It's not easy being green
PHOTO COURTESY PEXELS
As a community newspaper editor, I’m on the receiving end of a number of emails from national and, occasionally, international corporations who’ve piggybacked themselves onto trendy, environmental initiatives in an eff ort to a) make themselves look like good caring corporate citizens, and b) glean some free advertising in small, independent, community newspapers.
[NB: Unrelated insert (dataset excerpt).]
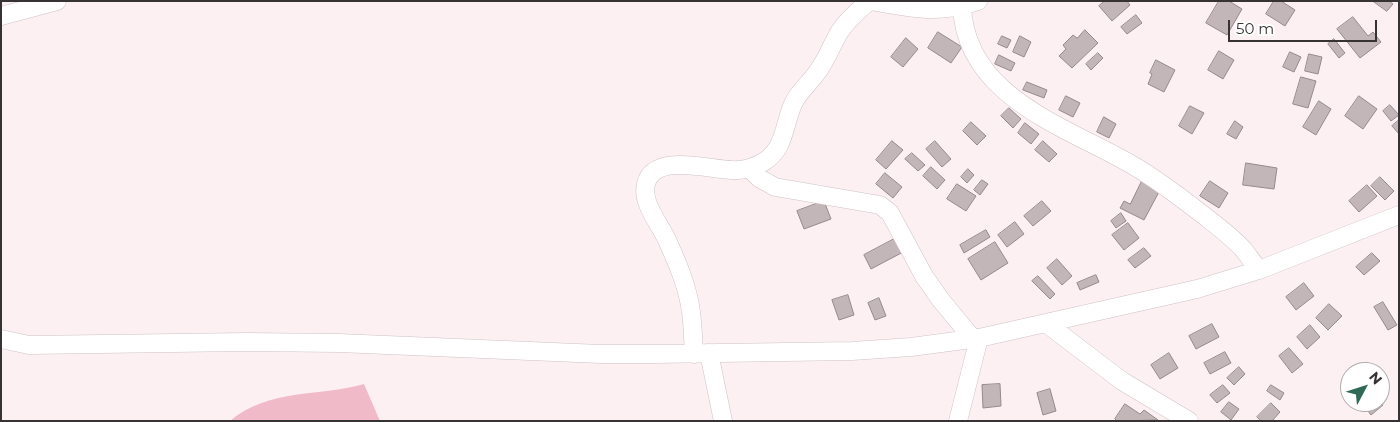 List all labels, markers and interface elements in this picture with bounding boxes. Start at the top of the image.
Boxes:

And if the latter weren’t actually true, it’d be kind of funny. So when I recently received a glowing endorsement of a multi-billion dollar, multi-national retail outlet (no, I won’t name them) from a smooth-typing communications shill describing all the wonderful, altruistic good they’d done by writing off just enough to satisfy their harshest critics in the form of some community tree-planting event where, yunno, the other people actually get dirty, I had an involuntary eye-roll.
When I suggested that this corporation put their community betterment money where their mouth is by actually buying an ad, I was first commended for my “great work in bringing out the community news” before being gently chided for failing to recognize that the pitch was actually about, and I’m quoting here, “a community group that had an idea to build a garden - or a way to connect citizens and bring nature into the city - that they execute and bring to fruition. It’s about those people who want to transform their community for the better.” Cue the harps. Sorry, there’s that eye-roll again.
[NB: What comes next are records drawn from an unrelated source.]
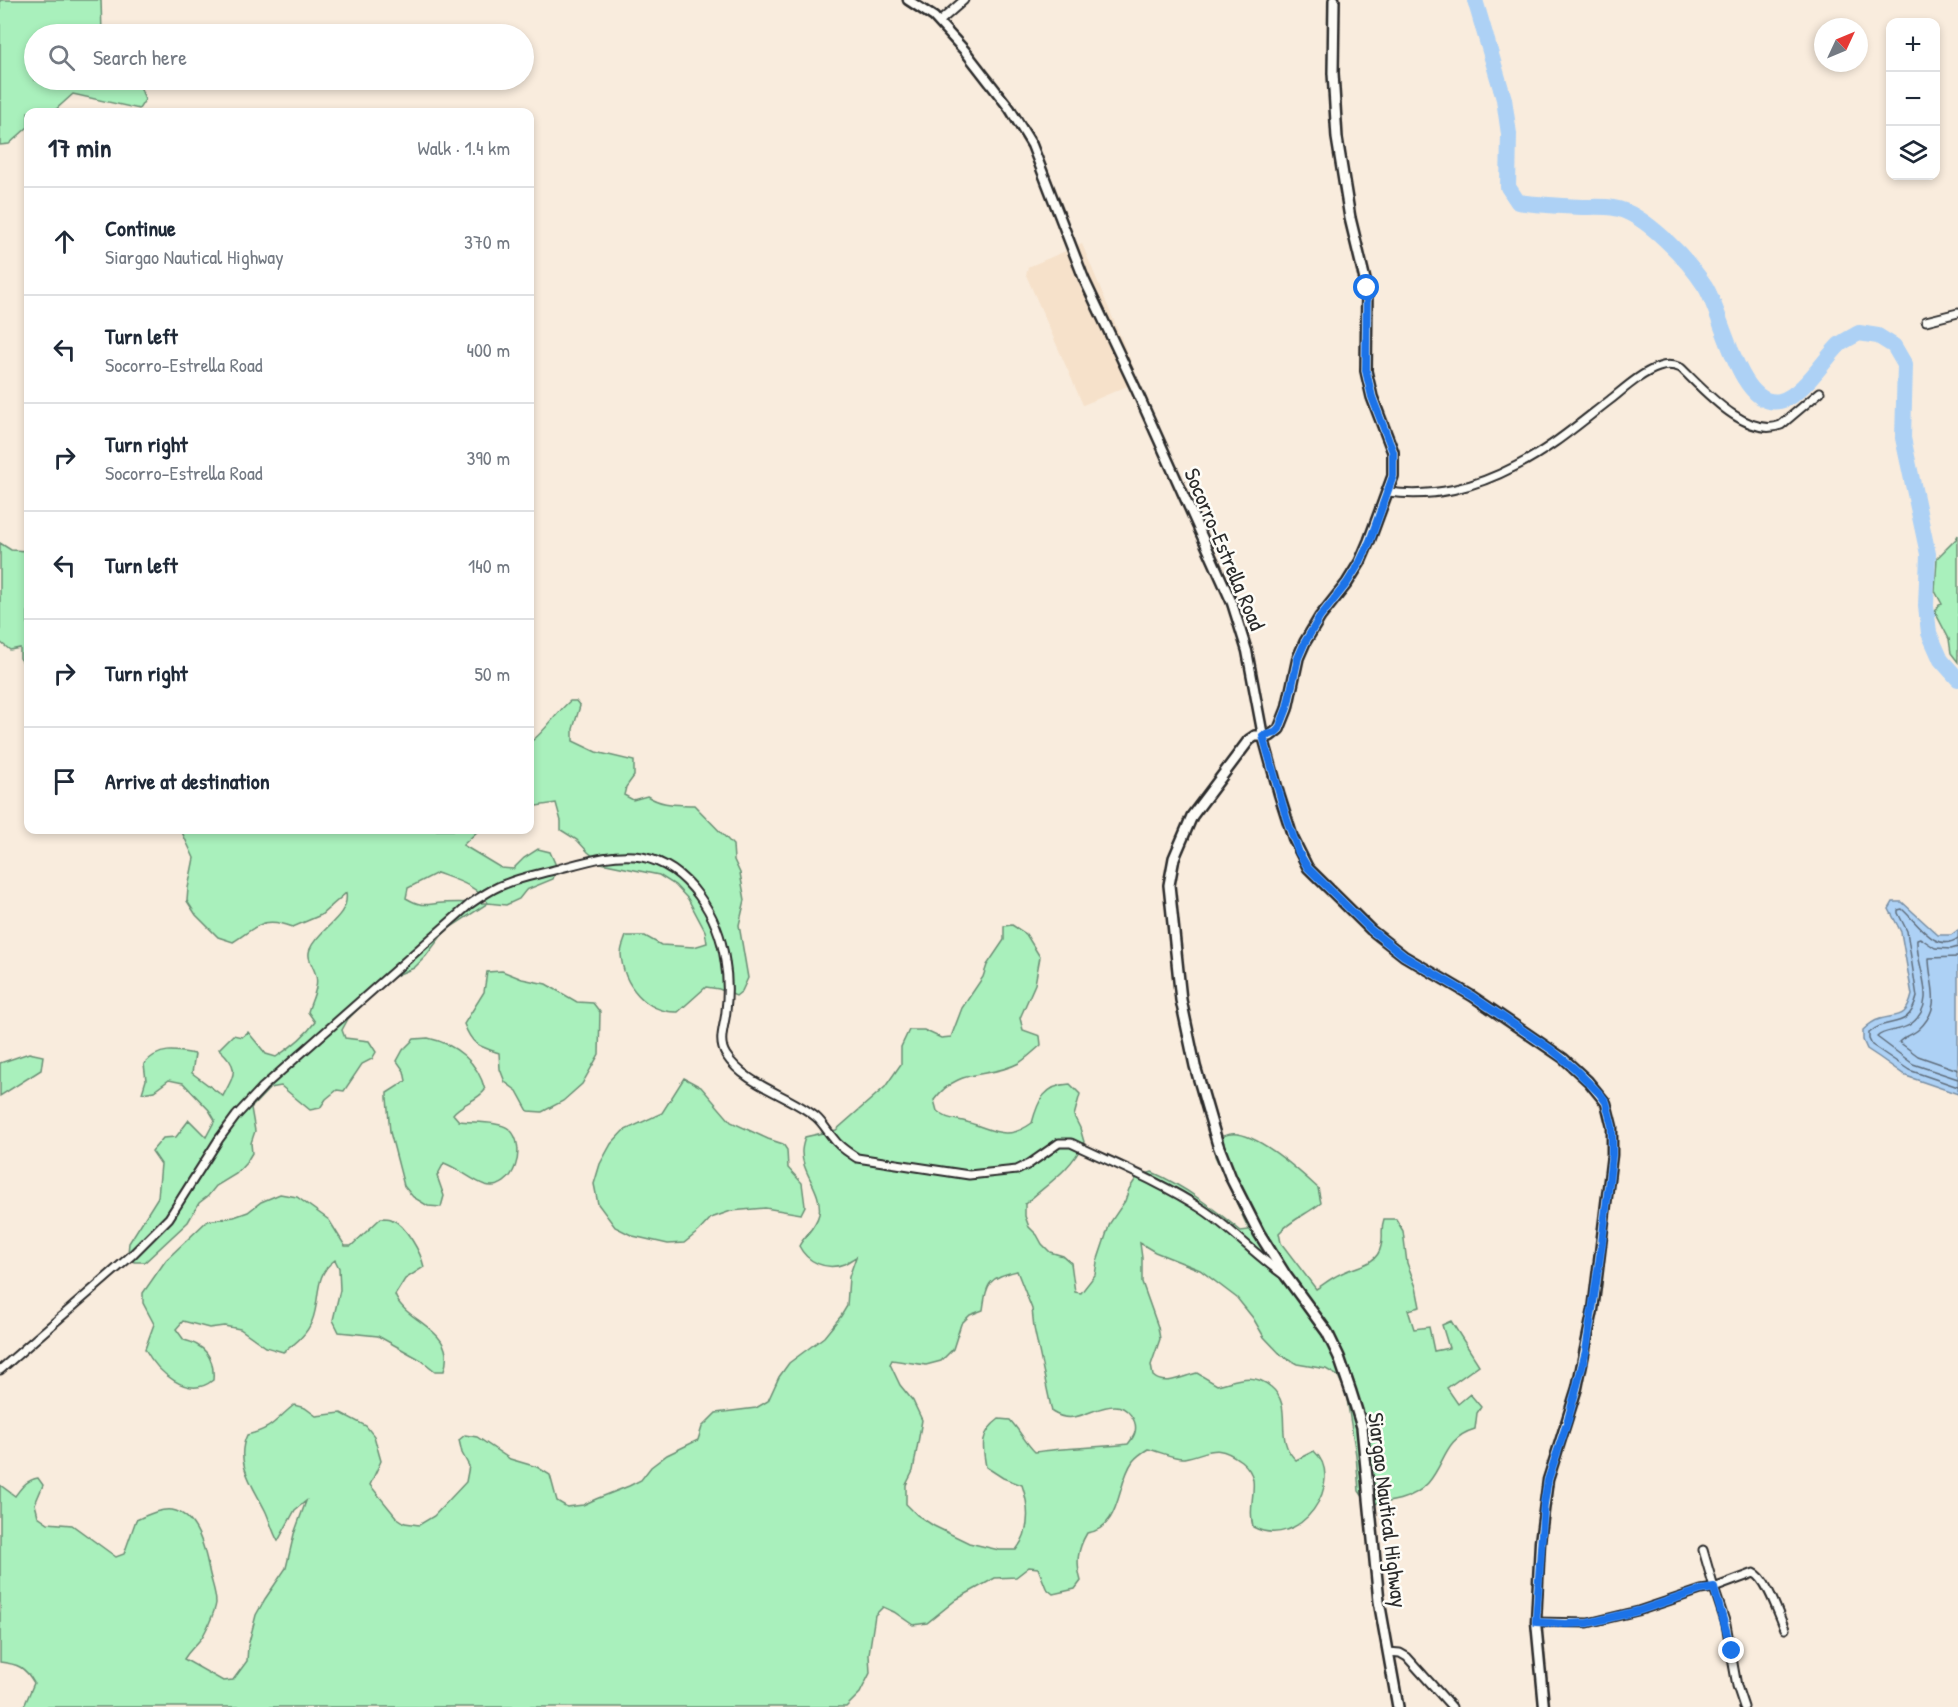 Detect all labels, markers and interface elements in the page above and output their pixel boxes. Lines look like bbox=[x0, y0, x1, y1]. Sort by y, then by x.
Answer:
north arrow bbox=[1814, 18, 1868, 72]
map controls bbox=[1886, 18, 1940, 180]
button: + bbox=[1886, 18, 1940, 72]
search box bbox=[24, 24, 534, 90]
icon: search bbox=[45, 41, 78, 74]
text: Search here bbox=[93, 42, 187, 72]
button: − bbox=[1886, 72, 1940, 126]
button: layers bbox=[1886, 126, 1940, 180]
text: 17 min bbox=[48, 130, 112, 165]
text: Walk · 1.4 km bbox=[417, 134, 510, 161]
text: Continue bbox=[105, 213, 176, 243]
icon: ahead bbox=[48, 225, 81, 258]
text: 370 m bbox=[464, 228, 510, 255]
text: Siargao Nautical Highway bbox=[105, 243, 284, 270]
route start bbox=[1353, 274, 1379, 300]
text: Turn left bbox=[105, 321, 178, 351]
icon: left bbox=[48, 333, 81, 366]
text: 400 m bbox=[466, 336, 510, 363]
text: Socorro-Estrella Road bbox=[105, 351, 263, 378]
text: Turn right bbox=[105, 429, 188, 459]
icon: right bbox=[48, 441, 81, 474]
text: 390 m bbox=[467, 444, 510, 471]
text: Socorro-Estrella Road bbox=[105, 459, 263, 486]
street label: Socorro-Estrella Road bbox=[1177, 463, 1273, 635]
icon: left bbox=[48, 549, 81, 582]
text: Turn left bbox=[105, 550, 178, 580]
text: 140 m bbox=[468, 552, 510, 579]
icon: right bbox=[48, 657, 81, 690]
text: Turn right bbox=[105, 658, 188, 688]
text: 50 m bbox=[474, 660, 510, 687]
icon: arrive bbox=[48, 765, 81, 798]
text: Arrive at destination bbox=[105, 766, 270, 796]
street label: Siargao Nautical Highway bbox=[1361, 1411, 1415, 1609]
route end bbox=[1718, 1637, 1744, 1663]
Though Mr. Communications Outreach offered to inform me of all the good work done in the Hudson region (an area of which he’s very fond, by the way) by his corporate meal ticket, I opted to do the research myself. Closest I could find was an undisclosed donation amount made to the Morgan Arboretum in 2008. I beg forgiveness if I don’t quite grasp how that merits free publicity.
While our newspaper publisher was at his bank recently (nope, won’t name them either) he was handed a double-sided colour-printed sheet describing all the ‘green’ initiatives taken by head office in funding local environmental tree planting, education, and energy conservation projects, and asking him to please “pass the information on to the editor.” He did. It’s on my desk somewhere.
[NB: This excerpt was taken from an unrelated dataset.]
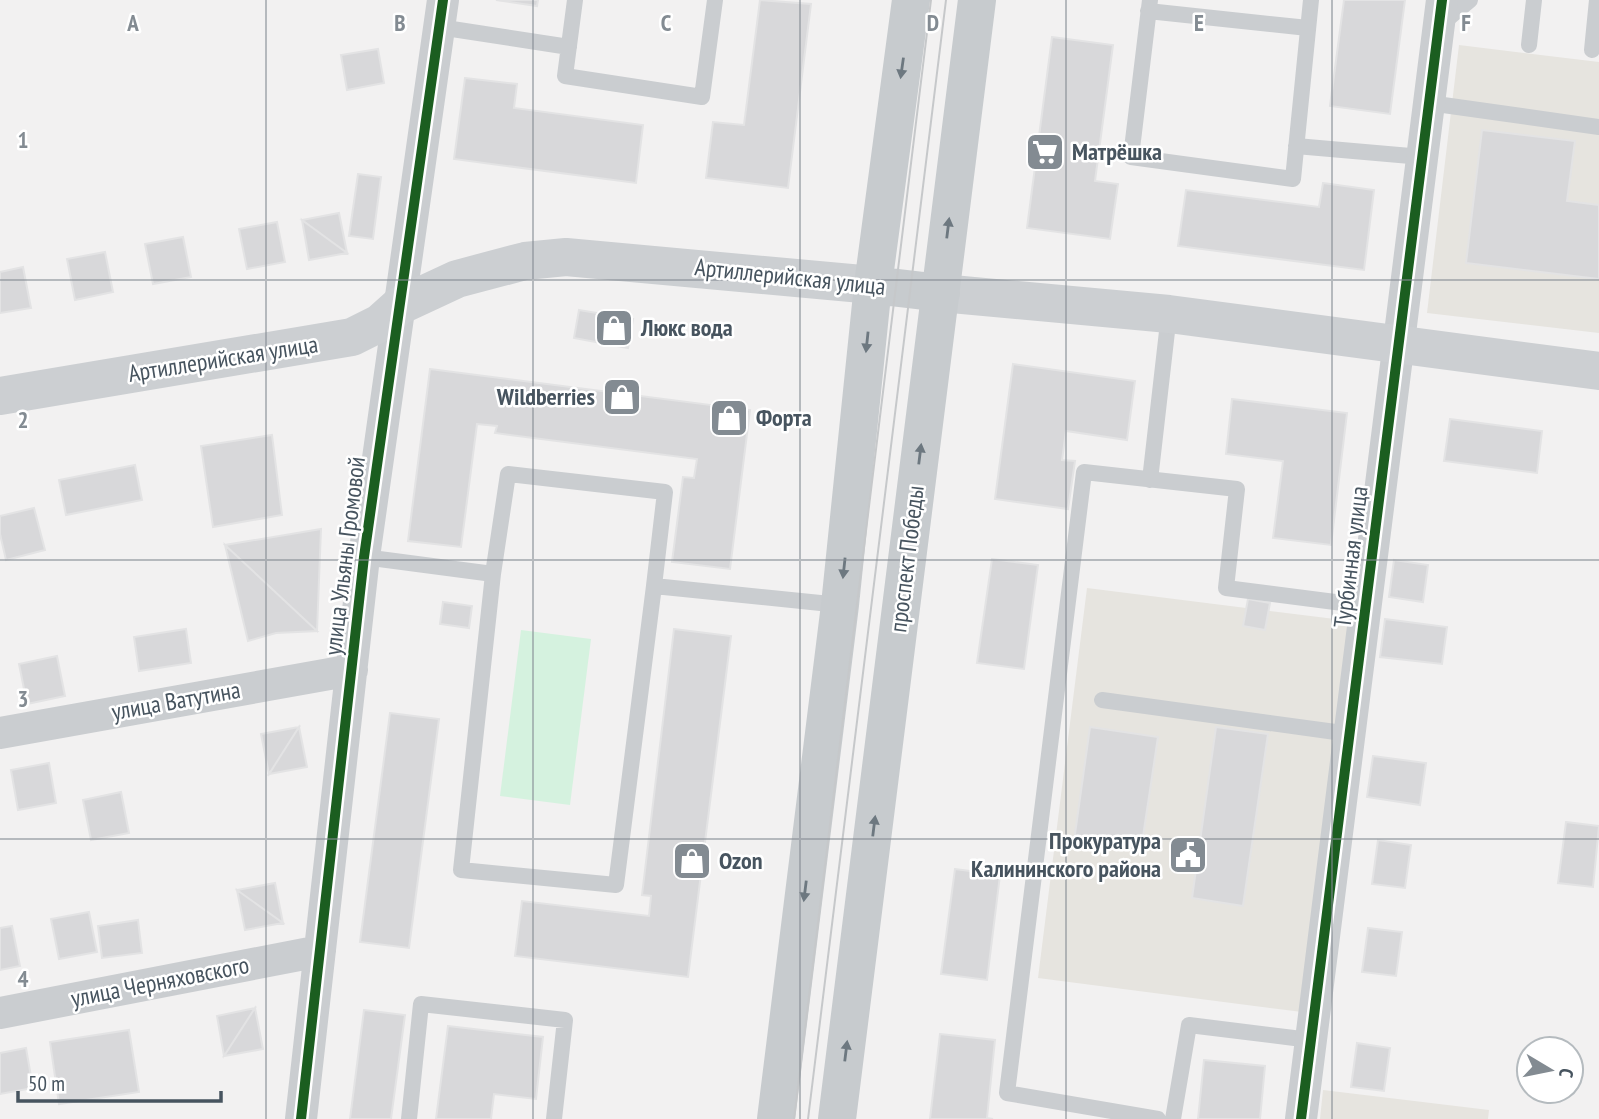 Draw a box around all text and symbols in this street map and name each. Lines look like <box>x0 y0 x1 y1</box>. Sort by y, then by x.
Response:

While I don’t deny that some of the work done through these partnerships benefits both the respective communities and the environment, it’s especially galling that corporations of this magnitude would expect small media outlets to blow their collective horns free of charge.
Tell you what, guys. Redistribute some of the wealth you’ve gleaned in the form of ridiculous service charges and fees back into the small businesses that actually make up the communities you’re trying so hard to look like you’re helping without seeking a pat on the head.
Buy some advertising if you’re so proud of what you’re doing. I can assure you, we won’t charge you anywhere near $6 billion for it.
You may think of yourselves as “green” but no matter what you call it, meeting tax credit quotas simply by grudgingly funding community endeavours is nothing more than whitewashing.